Exercise instructions:
Output nothing but the lines from the beginning of the listing below through the line containing "filter:drop-shadow(0 0 2px", exactly as they stand, without pictures.

Records shown:

------

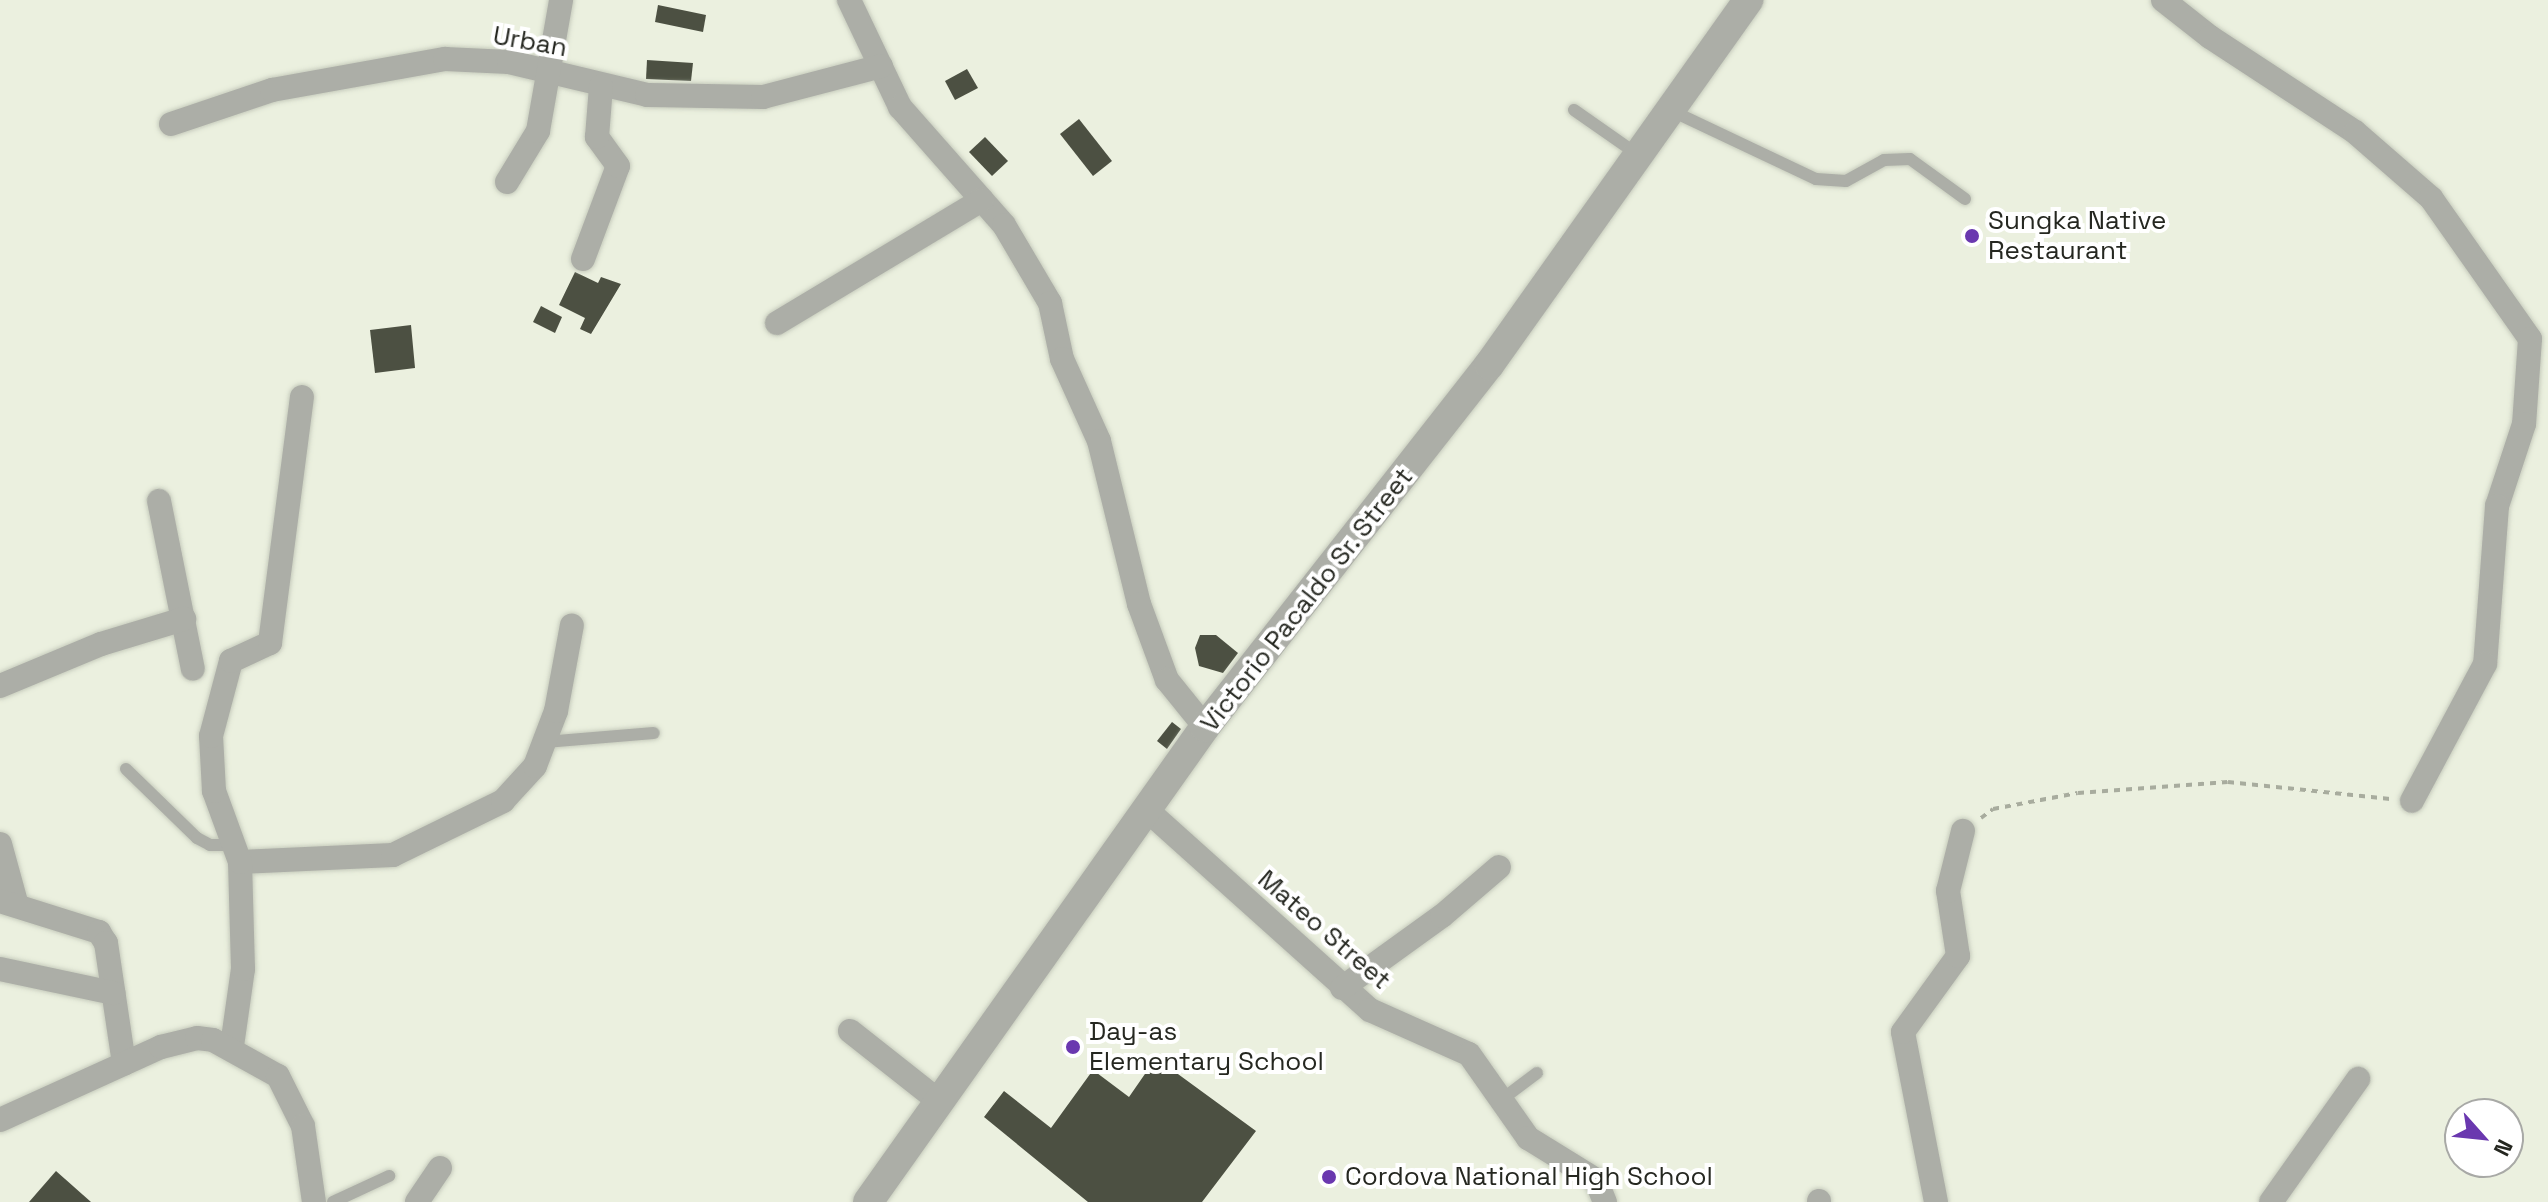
<!DOCTYPE html>
<html>
<head>
<meta charset="utf-8">
<style>
	body { margin:0 }
	#map { position:relative; width:2548px; height:1202px; overflow:hidden; background:#ebf0df; font-family:"Space Grotesk",sans-serif }
	div>[style] { position:absolute }
	.building>* { inset:0; background:#4c5042 }
	.path>* { height:4px; margin-top:-2px; transform-origin:0; background:repeating-linear-gradient(90deg,#a8ac9e 0 6px,transparent 0 12px) }
	.roads { filter:drop-shadow(0 0 2px #c7ccbd) drop-shadow(0 0 2px #c7ccbd) }
	.service>* { height:12px; margin:-6px; padding:0 6px; transform-origin:6px; border-radius:6px; background:#acaea7 }
	.minor>* { height:24px; margin:-12px; padding:0 12px; transform-origin:12px; border-radius:12px; background:#acaea7 }
	.tertiary>* { height:30px; margin:-15px; padding:0 15px; transform-origin:15px; border-radius:15px; background:#acaea7 }
	.dots>* { width:22px; height:22px; translate:-50% -50%; box-sizing:border-box; border:4px solid #fff; border-radius:50% }
	span { translate:-50% -50%; white-space:nowrap; text-align:center; line-height:1.15; -webkit-text-stroke:8px #fff; paint-order:stroke }
	.street-label { font-size:26px; color:#252720 }
	.poi-label { font-size:26px; color:#252720 }
	.left { translate:0 -50%; text-align:left }
	.north { position:absolute; left:2444px; top:1098px; width:80px; height:80px; box-sizing:border-box; background:#fff; border:2px solid #a8a9a6; border-radius:50%; rotate:117deg; font-size:22px; font-weight:700; line-height:32px; text-align:center; color:#252720 }
	.north::after { content:''; display:block; margin:auto; width:28px; height:36px; background:#6a38af; clip-path:polygon(50% 0,100% 100%,50% 72%,0 100%) }
</style>
</head>
<body>
<div id="map">
	<div class="building">
		<div style="clip-path:polygon(658px 5px,706px 15px,703px 32px,655px 22px)"></div>
		<div style="clip-path:polygon(647px 60px,693px 63px,691px 81px,646px 79px)"></div>
		<div style="clip-path:polygon(967px 69px,978px 88px,955px 100px,945px 81px)"></div>
		<div style="clip-path:polygon(1079px 119px,1112px 161px,1093px 176px,1060px 134px)"></div>
		<div style="clip-path:polygon(985px 137px,1008px 161px,992px 176px,969px 152px)"></div>
		<div style="clip-path:polygon(575px 272px,598px 283px,601px 277px,621px 284px,591px 334px,580px 329px,585px 318px,559px 305px)"></div>
		<div style="clip-path:polygon(541px 306px,562px 317px,555px 333px,533px 322px)"></div>
		<div style="clip-path:polygon(411px 325px,415px 368px,375px 373px,370px 330px)"></div>
		<div style="clip-path:polygon(1200px 635px,1216px 635px,1238px 653px,1223px 673px,1199px 666px,1195px 648px)"></div>
		<div style="clip-path:polygon(1172px 722px,1181px 729px,1167px 749px,1157px 741px)"></div>
		<div style="clip-path:polygon(1156px 1058px,1256px 1131px,1202px 1202px,1088px 1202px,984px 1117px,1004px 1091px,1051px 1128px,1093px 1070px,1129px 1097px)"></div>
		<div style="clip-path:polygon(56px 1171px,91px 1202px,29px 1202px)"></div>
	</div>
	<div class="path">
		<div style="left:1981px;top:818px;width:15px;rotate:-37deg"></div>
		<div style="left:1993px;top:809px;width:86px;rotate:-10.7deg"></div>
		<div style="left:2078px;top:793px;width:150px;rotate:-4.2deg"></div>
		<div style="left:2228px;top:782px;width:163px;rotate:6deg"></div>
	</div>
	<div class="roads">
		<div class="service">
			<div style="left:1574px;top:110px;width:77px;rotate:34.9deg"></div>
			<div style="left:1670px;top:110px;width:161px;rotate:25.3deg"></div>
			<div style="left:1816px;top:179px;width:30px;rotate:4deg"></div>
			<div style="left:1846px;top:181px;width:43px;rotate:-28.9deg"></div>
			<div style="left:1884px;top:160px;width:26px;rotate:-2deg"></div>
			<div style="left:1910px;top:159px;width:68px;rotate:36deg"></div>
			<div style="left:545px;top:742px;width:109px;rotate:-4.7deg"></div>
			<div style="left:126px;top:769px;width:99px;rotate:44.2deg"></div>
			<div style="left:197px;top:838px;width:15px;rotate:28deg"></div>
			<div style="left:210px;top:845px;width:24px"></div>
			<div style="left:1501px;top:1100px;width:45px;rotate:-36.9deg"></div>
			<div style="left:333px;top:1202px;width:62px;rotate:-24.9deg"></div>
		</div>
		<div class="minor">
			<div style="left:849px;top:0;width:119px;rotate:64.5deg"></div>
			<div style="left:900px;top:107px;width:157px;rotate:48.6deg"></div>
			<div style="left:1004px;top:225px;width:91px;rotate:59.5deg"></div>
			<div style="left:1050px;top:303px;width:57px;rotate:77.9deg"></div>
			<div style="left:1062px;top:359px;width:90px;rotate:65.7deg"></div>
			<div style="left:1099px;top:441px;width:168px;rotate:76.2deg"></div>
			<div style="left:1139px;top:604px;width:81px;rotate:69.8deg"></div>
			<div style="left:1167px;top:680px;width:60px;rotate:51deg"></div>
			<div style="left:2163px;top:0;width:60px;rotate:38.2deg"></div>
			<div style="left:2210px;top:37px;width:173px;rotate:33.2deg"></div>
			<div style="left:2355px;top:132px;width:101px;rotate:41deg"></div>
			<div style="left:2431px;top:198px;width:172px;rotate:54.9deg"></div>
			<div style="left:2530px;top:339px;width:85px;rotate:94deg"></div>
			<div style="left:2524px;top:424px;width:86px;rotate:108.2deg"></div>
			<div style="left:2497px;top:506px;width:158px;rotate:94.3deg"></div>
			<div style="left:2485px;top:664px;width:155px;rotate:118.1deg"></div>
			<div style="left:171px;top:124px;width:107px;rotate:-18.6deg"></div>
			<div style="left:272px;top:90px;width:176px;rotate:-10.2deg"></div>
			<div style="left:445px;top:59px;width:64px;rotate:2.7deg"></div>
			<div style="left:509px;top:62px;width:142px;rotate:13.4deg"></div>
			<div style="left:647px;top:95px;width:116px;rotate:1deg"></div>
			<div style="left:763px;top:97px;width:122px;rotate:-14.7deg"></div>
			<div style="left:507px;top:182px;width:60px;rotate:-58.7deg"></div>
			<div style="left:538px;top:131px;width:133px;rotate:-80deg"></div>
			<div style="left:583px;top:259px;width:99px;rotate:-69.4deg"></div>
			<div style="left:618px;top:166px;width:36px;rotate:-126deg"></div>
			<div style="left:597px;top:137px;width:51px;rotate:-85.5deg"></div>
			<div style="left:777px;top:323px;width:239px;rotate:-31deg"></div>
			<div style="left:159px;top:501px;width:171px;rotate:78.6deg"></div>
			<div style="left:0;top:686px;width:109px;rotate:-22.6deg"></div>
			<div style="left:101px;top:644px;width:87px;rotate:-16.8deg"></div>
			<div style="left:1148px;top:811px;width:298px;rotate:41.9deg"></div>
			<div style="left:1370px;top:1010px;width:108px;rotate:24deg"></div>
			<div style="left:1469px;top:1054px;width:103px;rotate:54.9deg"></div>
			<div style="left:1528px;top:1138px;width:80px;rotate:31.7deg"></div>
			<div style="left:1596px;top:1180px;width:24px;rotate:68deg"></div>
			<div style="left:0;top:844px;width:60px;rotate:74.6deg"></div>
			<div style="left:240px;top:862px;width:153px;rotate:-2.6deg"></div>
			<div style="left:393px;top:855px;width:123px;rotate:-26.1deg"></div>
			<div style="left:503px;top:801px;width:47px;rotate:-47.6deg"></div>
			<div style="left:535px;top:766px;width:59px;rotate:-69.1deg"></div>
			<div style="left:556px;top:711px;width:87px;rotate:-79.5deg"></div>
			<div style="left:0;top:901px;width:104px;rotate:17.4deg"></div>
			<div style="left:99px;top:932px;width:13px;rotate:58deg"></div>
			<div style="left:106px;top:943px;width:122px;rotate:81.5deg"></div>
			<div style="left:0;top:969px;width:116px;rotate:12deg"></div>
			<div style="left:1342px;top:988px;width:123px;rotate:-35.8deg"></div>
			<div style="left:1442px;top:916px;width:75px;rotate:-40.7deg"></div>
			<div style="left:850px;top:1031px;width:115px;rotate:38.3deg"></div>
			<div style="left:232px;top:1046px;width:78px;rotate:-81.9deg"></div>
			<div style="left:243px;top:969px;width:107px;rotate:-91.6deg"></div>
			<div style="left:240px;top:862px;width:76px;rotate:-110.1deg"></div>
			<div style="left:214px;top:791px;width:55px;rotate:-93.1deg"></div>
			<div style="left:211px;top:736px;width:78px;rotate:-75.1deg"></div>
			<div style="left:231px;top:661px;width:43px;rotate:-24.8deg"></div>
			<div style="left:270px;top:643px;width:248px;rotate:-82.6deg"></div>
			<div style="left:0;top:1120px;width:177px;rotate:-24.4deg"></div>
			<div style="left:161px;top:1047px;width:37px;rotate:-14deg"></div>
			<div style="left:197px;top:1038px;width:16px;rotate:7deg"></div>
			<div style="left:213px;top:1040px;width:74px;rotate:29deg"></div>
			<div style="left:278px;top:1076px;width:56px;rotate:63.4deg"></div>
			<div style="left:303px;top:1126px;width:77px;rotate:81.8deg"></div>
			<div style="left:417px;top:1202px;width:41px;rotate:-55.9deg"></div>
			<div style="left:1819px;top:1202px;width:1px;rotate:-90deg"></div>
			<div style="left:1936px;top:1202px;width:173px;rotate:-101deg"></div>
			<div style="left:1903px;top:1032px;width:94px;rotate:-54.1deg"></div>
			<div style="left:1958px;top:956px;width:66px;rotate:-98.7deg"></div>
			<div style="left:1948px;top:891px;width:62px;rotate:-76deg"></div>
			<div style="left:2271px;top:1202px;width:151px;rotate:-54.7deg"></div>
		</div>
		<div class="tertiary">
			<div style="left:868px;top:1202px;width:582px;rotate:-54.65deg"></div>
			<div style="left:1205px;top:727px;width:460px;rotate:-51.9deg"></div>
			<div style="left:1489px;top:365px;width:448px;rotate:-54.6deg"></div>
		</div>
	</div>
	<div class="dots">
		<div style="left:1972px;top:236px;background:#6a38af"></div>
		<div style="left:1073px;top:1047px;background:#6a38af"></div>
		<div style="left:1329px;top:1177px;background:#6a38af"></div>
	</div>
	<div class="street-label">
		<span style="left:530px;top:42px;rotate:10deg">Urban</span>
		<span style="left:1307px;top:600px;rotate:-52deg">Victorio Pacaldo Sr. Street</span>
		<span style="left:1324px;top:930px;rotate:41deg">Mateo Street</span>
	</div>
	<div class="poi-label">
		<span class="left" style="left:1988px;top:236px">Sungka Native<br>Restaurant</span>
		<span class="left" style="left:1089px;top:1047px">Day-as<br>Elementary School</span>
		<span class="left" style="left:1345px;top:1177px">Cordova National High School</span>
	</div>
	<div class="north">N</div>
</div>
</body>
</html>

------

Written reply:
<!DOCTYPE html>
<html>
<head>
<meta charset="utf-8">
<style>
	body { margin:0 }
	#map { position:relative; width:2548px; height:1202px; overflow:hidden; background:#ebf0df; font-family:"Space Grotesk",sans-serif }
	div>[style] { position:absolute }
	.building>* { inset:0; background:#4c5042 }
	.path>* { height:4px; margin-top:-2px; transform-origin:0; background:repeating-linear-gradient(90deg,#a8ac9e 0 6px,transparent 0 12px) }
	.roads { filter:drop-shadow(0 0 2px #c7ccbd) drop-shadow(0 0 2px #c7ccbd) }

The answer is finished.